In a Saturday New York Times editorial, "former neoconservative" (I didn't know he'd jumped off the wagon) Francis Fukuyama criticizes the Bush administration's invasion of Iraq. Fukuyama argues that:
"There are clear benefits to the Iraqi people from the removal of Saddam Hussein's dictatorship, and perhaps some positive spillover effects in Lebanon and Syria. But it is very hard to see how these developments in themselves justify the blood and treasure that the United States has spent on the project to this point."
...
"The problem with neoconservatism's agenda lies not in its ends [of spreading democracy], which are as American as apple pie, but rather in the overmilitarized means by which it has sought to accomplish them."
For those seeking guidance in interpreting Fukuyama and other defectors from the Bush camp, John Dickerson provides a guide to books by Bush critics with pro-Bush backgrounds in Slate. Dickerson roughly divides these critics into three thematic camps: 1) Bush is no conservative; 2) He's a bad CEO, and 3) He was hellbent on war.
Fukuyama's editorial seems to present a nuanced variation on 3). While the enemies of my enemies are not necessarily my friends, these tortured internal criticisms of the Republican agenda often contain compelling arguments.

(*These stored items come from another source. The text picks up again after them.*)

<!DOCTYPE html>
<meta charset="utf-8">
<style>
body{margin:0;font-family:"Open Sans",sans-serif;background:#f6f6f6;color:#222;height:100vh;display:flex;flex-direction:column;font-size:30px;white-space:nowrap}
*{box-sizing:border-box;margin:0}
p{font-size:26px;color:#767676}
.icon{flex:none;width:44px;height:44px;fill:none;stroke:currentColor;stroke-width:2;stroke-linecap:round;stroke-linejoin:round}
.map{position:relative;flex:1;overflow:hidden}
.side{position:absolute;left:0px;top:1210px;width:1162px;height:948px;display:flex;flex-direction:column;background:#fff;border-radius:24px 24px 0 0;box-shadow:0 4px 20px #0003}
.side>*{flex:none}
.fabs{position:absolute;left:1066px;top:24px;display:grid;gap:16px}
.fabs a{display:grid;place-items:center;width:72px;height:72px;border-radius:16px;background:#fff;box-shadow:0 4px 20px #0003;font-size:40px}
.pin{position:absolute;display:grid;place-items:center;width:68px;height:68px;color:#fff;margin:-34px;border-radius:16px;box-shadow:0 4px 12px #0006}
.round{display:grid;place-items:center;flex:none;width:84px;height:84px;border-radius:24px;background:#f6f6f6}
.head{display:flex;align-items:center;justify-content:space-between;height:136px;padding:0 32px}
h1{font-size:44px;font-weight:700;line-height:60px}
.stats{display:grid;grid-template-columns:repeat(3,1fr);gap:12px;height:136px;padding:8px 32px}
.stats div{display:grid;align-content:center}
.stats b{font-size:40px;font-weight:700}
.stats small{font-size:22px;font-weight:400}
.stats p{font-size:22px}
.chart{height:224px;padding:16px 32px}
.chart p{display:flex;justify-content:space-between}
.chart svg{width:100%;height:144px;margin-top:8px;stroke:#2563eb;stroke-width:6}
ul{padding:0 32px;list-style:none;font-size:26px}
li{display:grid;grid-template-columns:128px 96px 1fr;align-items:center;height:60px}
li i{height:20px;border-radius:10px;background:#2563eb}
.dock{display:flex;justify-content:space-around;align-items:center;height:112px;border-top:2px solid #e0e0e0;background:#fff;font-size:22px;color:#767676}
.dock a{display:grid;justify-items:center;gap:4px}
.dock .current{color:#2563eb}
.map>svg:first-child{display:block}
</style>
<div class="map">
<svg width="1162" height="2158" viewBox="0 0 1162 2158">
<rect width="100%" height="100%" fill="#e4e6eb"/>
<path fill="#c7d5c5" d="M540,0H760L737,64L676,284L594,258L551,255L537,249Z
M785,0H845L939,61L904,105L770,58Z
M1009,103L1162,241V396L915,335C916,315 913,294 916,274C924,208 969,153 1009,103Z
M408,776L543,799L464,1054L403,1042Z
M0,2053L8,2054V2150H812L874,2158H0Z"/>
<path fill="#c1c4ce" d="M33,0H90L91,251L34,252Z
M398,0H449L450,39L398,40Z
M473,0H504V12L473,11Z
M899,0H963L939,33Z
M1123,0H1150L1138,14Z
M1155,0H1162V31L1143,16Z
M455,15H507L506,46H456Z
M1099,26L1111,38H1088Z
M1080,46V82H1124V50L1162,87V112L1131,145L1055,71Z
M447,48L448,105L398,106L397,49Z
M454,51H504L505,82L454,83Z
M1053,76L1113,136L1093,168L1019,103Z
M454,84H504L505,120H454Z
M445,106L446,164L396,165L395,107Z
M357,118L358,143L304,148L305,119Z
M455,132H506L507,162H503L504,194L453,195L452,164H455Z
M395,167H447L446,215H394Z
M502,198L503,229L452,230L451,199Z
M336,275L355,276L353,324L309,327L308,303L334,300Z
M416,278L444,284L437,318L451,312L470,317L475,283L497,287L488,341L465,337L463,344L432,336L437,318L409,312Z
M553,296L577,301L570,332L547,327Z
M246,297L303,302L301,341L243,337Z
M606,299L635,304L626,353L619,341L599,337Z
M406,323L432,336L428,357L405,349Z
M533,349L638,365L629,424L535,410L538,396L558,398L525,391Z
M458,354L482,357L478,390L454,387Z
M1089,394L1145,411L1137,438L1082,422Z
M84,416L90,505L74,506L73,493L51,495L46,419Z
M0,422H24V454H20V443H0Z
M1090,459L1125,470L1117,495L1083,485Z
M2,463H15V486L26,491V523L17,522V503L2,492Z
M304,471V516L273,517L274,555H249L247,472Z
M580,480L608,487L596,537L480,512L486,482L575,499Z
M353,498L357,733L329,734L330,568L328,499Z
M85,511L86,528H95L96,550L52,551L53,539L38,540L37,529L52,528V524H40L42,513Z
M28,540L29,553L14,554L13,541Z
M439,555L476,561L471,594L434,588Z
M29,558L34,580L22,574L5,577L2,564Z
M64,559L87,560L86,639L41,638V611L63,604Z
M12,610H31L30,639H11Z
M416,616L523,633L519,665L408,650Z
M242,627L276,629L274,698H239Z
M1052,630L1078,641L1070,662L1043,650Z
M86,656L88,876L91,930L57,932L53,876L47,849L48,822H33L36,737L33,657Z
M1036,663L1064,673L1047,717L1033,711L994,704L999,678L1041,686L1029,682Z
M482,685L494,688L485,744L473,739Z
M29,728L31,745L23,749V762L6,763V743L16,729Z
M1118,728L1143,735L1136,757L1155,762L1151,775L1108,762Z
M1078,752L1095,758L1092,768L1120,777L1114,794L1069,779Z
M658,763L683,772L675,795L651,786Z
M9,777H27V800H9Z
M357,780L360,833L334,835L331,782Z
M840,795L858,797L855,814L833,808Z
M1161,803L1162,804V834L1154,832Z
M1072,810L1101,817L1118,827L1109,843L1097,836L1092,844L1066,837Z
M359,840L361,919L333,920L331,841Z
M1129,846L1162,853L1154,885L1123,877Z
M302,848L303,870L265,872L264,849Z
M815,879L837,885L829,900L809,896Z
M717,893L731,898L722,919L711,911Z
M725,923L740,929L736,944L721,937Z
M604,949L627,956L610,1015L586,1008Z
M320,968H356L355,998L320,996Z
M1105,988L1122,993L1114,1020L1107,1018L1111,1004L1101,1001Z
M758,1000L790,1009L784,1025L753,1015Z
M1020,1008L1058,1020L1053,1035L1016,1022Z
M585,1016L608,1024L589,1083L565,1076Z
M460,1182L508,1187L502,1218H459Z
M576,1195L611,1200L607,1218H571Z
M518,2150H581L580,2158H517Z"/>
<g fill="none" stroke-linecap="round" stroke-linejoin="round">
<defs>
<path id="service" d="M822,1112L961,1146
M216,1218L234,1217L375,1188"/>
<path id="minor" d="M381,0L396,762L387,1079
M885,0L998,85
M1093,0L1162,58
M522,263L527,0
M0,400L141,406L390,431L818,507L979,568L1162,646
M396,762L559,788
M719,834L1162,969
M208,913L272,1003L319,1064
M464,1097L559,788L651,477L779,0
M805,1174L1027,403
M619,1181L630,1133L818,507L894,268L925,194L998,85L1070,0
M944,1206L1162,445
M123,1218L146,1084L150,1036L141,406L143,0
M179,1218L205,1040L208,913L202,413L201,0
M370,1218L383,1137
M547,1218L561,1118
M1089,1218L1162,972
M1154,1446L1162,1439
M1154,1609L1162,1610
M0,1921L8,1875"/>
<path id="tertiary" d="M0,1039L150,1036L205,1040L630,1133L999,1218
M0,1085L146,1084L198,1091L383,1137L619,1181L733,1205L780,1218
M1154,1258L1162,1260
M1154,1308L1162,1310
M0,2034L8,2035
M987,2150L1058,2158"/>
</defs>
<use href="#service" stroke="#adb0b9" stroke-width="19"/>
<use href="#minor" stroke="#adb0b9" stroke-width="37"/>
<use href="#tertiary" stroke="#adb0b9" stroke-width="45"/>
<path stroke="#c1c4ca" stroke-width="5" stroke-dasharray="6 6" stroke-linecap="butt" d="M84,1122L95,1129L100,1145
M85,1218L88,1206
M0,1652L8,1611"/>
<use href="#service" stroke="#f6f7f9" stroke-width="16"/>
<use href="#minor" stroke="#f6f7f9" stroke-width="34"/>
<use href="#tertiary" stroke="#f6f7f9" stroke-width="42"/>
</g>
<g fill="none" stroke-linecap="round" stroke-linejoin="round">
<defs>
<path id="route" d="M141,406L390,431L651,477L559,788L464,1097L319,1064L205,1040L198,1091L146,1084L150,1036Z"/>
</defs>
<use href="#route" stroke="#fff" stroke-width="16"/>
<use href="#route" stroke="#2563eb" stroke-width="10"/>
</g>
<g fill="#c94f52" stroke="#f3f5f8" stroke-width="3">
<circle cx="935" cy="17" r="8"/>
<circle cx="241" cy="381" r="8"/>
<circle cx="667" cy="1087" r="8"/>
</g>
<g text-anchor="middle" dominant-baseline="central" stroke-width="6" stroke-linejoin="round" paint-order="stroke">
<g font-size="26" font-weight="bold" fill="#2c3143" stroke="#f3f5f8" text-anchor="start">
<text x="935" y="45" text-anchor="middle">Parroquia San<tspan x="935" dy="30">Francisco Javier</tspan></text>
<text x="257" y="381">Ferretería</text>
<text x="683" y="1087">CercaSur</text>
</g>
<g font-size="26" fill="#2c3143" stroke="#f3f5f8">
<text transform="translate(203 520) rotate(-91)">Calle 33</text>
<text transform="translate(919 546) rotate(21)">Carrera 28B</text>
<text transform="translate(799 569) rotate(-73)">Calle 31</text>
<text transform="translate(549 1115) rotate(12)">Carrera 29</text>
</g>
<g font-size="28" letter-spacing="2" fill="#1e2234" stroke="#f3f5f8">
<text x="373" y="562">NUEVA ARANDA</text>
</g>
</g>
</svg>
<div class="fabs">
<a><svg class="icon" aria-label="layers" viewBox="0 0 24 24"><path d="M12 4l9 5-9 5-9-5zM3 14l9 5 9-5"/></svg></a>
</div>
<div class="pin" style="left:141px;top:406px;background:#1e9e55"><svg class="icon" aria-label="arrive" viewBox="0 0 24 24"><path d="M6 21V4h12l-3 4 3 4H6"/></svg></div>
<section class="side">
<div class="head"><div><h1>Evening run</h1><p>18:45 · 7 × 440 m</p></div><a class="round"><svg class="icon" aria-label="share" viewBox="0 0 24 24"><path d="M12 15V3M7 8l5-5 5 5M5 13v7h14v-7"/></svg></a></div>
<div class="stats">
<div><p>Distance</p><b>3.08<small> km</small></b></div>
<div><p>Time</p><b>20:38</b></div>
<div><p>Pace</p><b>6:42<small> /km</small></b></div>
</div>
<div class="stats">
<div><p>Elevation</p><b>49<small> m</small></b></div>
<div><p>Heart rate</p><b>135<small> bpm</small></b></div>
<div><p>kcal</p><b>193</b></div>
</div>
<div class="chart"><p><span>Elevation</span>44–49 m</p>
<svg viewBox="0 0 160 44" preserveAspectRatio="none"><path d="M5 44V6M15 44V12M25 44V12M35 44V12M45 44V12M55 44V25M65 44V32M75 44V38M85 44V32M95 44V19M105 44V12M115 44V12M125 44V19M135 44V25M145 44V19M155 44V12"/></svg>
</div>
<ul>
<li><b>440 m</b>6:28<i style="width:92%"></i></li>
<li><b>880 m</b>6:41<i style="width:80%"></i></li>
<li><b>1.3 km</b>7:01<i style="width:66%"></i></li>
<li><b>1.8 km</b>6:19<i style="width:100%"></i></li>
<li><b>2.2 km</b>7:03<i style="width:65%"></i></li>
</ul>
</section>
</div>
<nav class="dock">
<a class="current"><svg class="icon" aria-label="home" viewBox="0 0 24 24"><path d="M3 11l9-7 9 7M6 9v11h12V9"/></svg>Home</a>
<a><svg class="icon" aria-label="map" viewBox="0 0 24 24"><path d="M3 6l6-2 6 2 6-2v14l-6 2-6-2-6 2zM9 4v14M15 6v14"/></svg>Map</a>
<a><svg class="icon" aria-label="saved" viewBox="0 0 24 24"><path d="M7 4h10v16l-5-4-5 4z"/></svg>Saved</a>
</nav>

Because of his studiously affected "just folks" demeanor, Bush is easy not to take seriously, a luxury which those who have supported him in the past do not share. Though I often object to the revised agenda put forth by these Republican Bush critics, I prefer reading them, in measured doses, to slogging through some of the ineffectual, glib yapping that's emailed to me from groups on the Left that I've given money to because of our shared political goals (I do not mean to disparage all such email, or, heavens forbid, solicit conservative group-mail, which would no doubt be even more insufferable).
Plus, I have to admit to a sort of rubbernecker's glee. Let the Republican dog fights begin!